I would rather own one exceptional domain name rather than 10 good domain names. When I mean exceptional domains, I would suggest any of the following domain names below:
– GERD.com
– AcidReflux.com
– Diabetes.com
– Cancer.com
– Movies.com
– BoxOffice.com
– Resume.com
– Insurance.com
– Jobs.com
– Careers.com
– Career.com
– College.com
– Recipes.com
– Organic.com
– Cloud.com
– CloudComputing.com
– Dreams.com
– NYC.com
– Treatment.com
– and many more
There are too many excellent domain names to consider. I would want to own one great name that gives includes many business opportunities.
I see some commenters who think all domainers lack common knowledge about premium domains. One e-mail does not speak for the rest of the domain crowd.
remove “gives” from second sentence.
The following are some cool names:
– SciFi.com
– UFO.com
– Purses.com
– Cafe.com
– Pub.com
– Restaurants.com
– Animation.com
– Games.com
– Yoga.com
– Cakes.com
– Napa.com
– RealEstate.com
– Music.com
I would rather any of these domains than 10 good domains. Easy to make a bundle of money until a buyer comes around to make a substantial offer. You don’t have to worry with excellent domains.
meant “rather own”
Liquidity is key, unless you have million dollar in bank. High priced domains generally have less liquidity than comparatively lower priced domains.
Tony summed it up in one easy sentence
“To answer your question, I’d rather have ten shots at a bullseye than one.”
Totally depends on the domains and what they cost you.
In general though owning domains is a numbers game. The more domains the more of a chance that someone will come along and want one of the domains and, and this is important, be able to pay for the domain.
I have a longer term perspective on this having domains since the mid 90’s. So I know exactly how long you can wait before an offer comes along.
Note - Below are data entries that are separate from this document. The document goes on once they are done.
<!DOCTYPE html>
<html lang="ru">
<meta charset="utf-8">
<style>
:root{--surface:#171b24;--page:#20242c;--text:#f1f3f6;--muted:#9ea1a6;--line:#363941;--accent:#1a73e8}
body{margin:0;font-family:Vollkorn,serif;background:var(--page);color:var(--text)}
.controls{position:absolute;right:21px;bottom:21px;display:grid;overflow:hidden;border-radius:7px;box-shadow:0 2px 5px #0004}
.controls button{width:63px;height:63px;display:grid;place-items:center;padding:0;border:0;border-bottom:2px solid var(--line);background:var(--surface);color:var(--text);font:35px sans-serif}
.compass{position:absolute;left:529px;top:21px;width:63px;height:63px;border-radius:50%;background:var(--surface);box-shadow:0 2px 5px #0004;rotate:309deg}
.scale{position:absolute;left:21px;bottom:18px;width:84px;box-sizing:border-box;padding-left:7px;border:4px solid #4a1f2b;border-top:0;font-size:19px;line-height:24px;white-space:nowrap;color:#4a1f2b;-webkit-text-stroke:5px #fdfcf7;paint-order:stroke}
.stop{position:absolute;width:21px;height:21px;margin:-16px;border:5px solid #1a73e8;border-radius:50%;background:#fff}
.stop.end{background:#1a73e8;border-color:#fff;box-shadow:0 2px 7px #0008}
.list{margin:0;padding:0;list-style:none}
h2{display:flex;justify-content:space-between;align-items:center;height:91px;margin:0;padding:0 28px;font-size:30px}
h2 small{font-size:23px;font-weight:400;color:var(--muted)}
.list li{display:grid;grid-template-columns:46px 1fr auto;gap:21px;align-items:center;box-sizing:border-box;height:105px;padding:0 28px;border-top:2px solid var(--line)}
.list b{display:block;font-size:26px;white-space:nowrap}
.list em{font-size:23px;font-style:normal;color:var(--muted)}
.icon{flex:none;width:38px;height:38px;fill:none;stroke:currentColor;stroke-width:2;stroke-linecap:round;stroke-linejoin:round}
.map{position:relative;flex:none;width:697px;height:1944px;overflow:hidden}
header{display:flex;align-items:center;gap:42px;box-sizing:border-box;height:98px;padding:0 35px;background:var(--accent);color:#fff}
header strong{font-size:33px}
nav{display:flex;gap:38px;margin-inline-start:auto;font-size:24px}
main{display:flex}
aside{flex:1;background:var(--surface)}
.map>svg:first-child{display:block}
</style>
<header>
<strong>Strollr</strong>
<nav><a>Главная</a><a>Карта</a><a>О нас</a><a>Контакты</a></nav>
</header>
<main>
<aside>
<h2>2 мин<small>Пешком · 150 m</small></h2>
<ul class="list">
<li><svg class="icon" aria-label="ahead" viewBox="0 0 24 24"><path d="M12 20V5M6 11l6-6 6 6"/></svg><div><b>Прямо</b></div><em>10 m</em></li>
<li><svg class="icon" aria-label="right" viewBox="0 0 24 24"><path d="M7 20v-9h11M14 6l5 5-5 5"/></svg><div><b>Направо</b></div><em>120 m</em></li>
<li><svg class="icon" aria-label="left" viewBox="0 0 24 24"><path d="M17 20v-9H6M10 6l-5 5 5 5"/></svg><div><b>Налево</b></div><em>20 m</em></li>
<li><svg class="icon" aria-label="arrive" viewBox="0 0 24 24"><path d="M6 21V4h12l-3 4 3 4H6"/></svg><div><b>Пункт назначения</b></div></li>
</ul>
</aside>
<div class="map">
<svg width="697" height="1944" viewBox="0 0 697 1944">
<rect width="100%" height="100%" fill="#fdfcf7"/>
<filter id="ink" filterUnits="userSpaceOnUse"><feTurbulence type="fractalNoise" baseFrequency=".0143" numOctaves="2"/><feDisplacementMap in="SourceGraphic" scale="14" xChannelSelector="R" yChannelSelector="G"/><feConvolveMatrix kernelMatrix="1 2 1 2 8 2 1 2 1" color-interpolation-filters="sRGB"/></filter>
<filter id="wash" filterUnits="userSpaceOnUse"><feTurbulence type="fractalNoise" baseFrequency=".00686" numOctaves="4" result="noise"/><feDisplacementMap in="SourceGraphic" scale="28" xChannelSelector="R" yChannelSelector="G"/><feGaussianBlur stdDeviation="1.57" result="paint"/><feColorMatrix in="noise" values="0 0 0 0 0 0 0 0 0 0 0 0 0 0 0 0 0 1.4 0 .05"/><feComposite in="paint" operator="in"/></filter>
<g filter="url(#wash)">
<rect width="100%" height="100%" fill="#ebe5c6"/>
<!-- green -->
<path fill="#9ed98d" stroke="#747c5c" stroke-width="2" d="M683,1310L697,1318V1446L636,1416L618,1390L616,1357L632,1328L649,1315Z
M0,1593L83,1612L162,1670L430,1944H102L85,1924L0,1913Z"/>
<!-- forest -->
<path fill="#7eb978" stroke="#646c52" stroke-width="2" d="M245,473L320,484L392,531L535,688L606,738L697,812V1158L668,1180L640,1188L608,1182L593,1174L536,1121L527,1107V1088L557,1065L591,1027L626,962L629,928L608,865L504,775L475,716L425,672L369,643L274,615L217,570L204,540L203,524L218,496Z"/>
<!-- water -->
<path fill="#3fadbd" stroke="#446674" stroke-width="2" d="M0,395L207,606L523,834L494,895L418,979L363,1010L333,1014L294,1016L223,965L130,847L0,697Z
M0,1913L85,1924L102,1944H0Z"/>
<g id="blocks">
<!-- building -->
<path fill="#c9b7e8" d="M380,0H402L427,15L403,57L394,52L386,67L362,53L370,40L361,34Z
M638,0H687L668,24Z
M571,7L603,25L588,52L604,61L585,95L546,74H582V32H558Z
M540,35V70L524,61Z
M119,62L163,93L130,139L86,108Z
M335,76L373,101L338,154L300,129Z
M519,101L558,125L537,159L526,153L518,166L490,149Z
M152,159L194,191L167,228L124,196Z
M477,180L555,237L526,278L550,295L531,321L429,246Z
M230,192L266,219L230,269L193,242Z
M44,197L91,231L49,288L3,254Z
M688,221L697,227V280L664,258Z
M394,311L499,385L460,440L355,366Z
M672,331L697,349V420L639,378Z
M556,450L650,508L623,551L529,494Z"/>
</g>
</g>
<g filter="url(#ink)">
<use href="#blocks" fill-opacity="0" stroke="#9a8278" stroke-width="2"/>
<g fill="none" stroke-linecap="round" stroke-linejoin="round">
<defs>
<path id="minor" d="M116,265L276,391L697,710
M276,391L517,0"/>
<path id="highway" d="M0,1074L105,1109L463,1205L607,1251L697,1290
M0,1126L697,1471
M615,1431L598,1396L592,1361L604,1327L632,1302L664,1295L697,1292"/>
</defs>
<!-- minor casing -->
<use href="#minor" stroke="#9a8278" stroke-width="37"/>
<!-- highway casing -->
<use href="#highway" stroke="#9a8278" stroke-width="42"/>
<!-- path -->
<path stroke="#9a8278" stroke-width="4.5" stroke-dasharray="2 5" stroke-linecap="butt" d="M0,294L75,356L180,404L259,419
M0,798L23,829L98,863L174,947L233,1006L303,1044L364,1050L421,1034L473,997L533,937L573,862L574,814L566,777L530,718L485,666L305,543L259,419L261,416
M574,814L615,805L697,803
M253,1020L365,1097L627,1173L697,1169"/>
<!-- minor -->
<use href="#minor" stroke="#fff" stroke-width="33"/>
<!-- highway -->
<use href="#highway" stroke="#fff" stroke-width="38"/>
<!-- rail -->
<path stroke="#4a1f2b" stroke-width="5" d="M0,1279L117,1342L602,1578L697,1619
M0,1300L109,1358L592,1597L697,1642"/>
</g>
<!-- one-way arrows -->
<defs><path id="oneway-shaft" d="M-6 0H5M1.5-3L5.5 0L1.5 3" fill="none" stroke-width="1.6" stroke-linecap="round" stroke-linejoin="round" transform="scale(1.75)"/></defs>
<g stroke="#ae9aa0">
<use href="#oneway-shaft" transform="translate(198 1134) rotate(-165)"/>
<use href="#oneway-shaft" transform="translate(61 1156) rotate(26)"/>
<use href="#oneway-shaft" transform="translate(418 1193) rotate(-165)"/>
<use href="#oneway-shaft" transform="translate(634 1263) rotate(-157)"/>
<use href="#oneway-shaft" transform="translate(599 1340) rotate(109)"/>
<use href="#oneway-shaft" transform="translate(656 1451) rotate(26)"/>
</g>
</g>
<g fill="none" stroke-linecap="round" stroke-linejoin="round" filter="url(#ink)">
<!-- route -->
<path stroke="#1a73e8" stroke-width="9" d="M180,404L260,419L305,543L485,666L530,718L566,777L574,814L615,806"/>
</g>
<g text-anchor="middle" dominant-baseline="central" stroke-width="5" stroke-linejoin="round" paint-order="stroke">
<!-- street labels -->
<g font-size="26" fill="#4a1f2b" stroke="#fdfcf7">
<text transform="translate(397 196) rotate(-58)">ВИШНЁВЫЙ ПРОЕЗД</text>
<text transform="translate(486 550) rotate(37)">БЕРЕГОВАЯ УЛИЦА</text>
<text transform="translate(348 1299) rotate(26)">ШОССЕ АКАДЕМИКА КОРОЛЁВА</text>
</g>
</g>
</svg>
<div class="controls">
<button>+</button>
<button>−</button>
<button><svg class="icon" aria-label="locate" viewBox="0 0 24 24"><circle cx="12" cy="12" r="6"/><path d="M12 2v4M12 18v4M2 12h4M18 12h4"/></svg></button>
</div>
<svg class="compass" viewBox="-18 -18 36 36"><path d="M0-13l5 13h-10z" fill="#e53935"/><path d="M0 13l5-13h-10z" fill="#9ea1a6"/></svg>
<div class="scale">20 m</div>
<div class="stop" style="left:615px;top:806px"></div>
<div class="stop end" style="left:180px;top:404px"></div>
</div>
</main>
I’ve had domains of no obvious value but holding long enough someone comes along and wants that domain and can afford to pay a decent number for it (relative to the cost).
My business model has been built on the “ten excellent domain names” philosophy since my venture into this industry.
For me having too many egg’s in one basket is an option I cannot afford to take and realized from starting out that the “goldilocks zone” for after-market purchases resides in the middle market.
This is where the majority of sales seem to be comming from in domain sales history aggregators.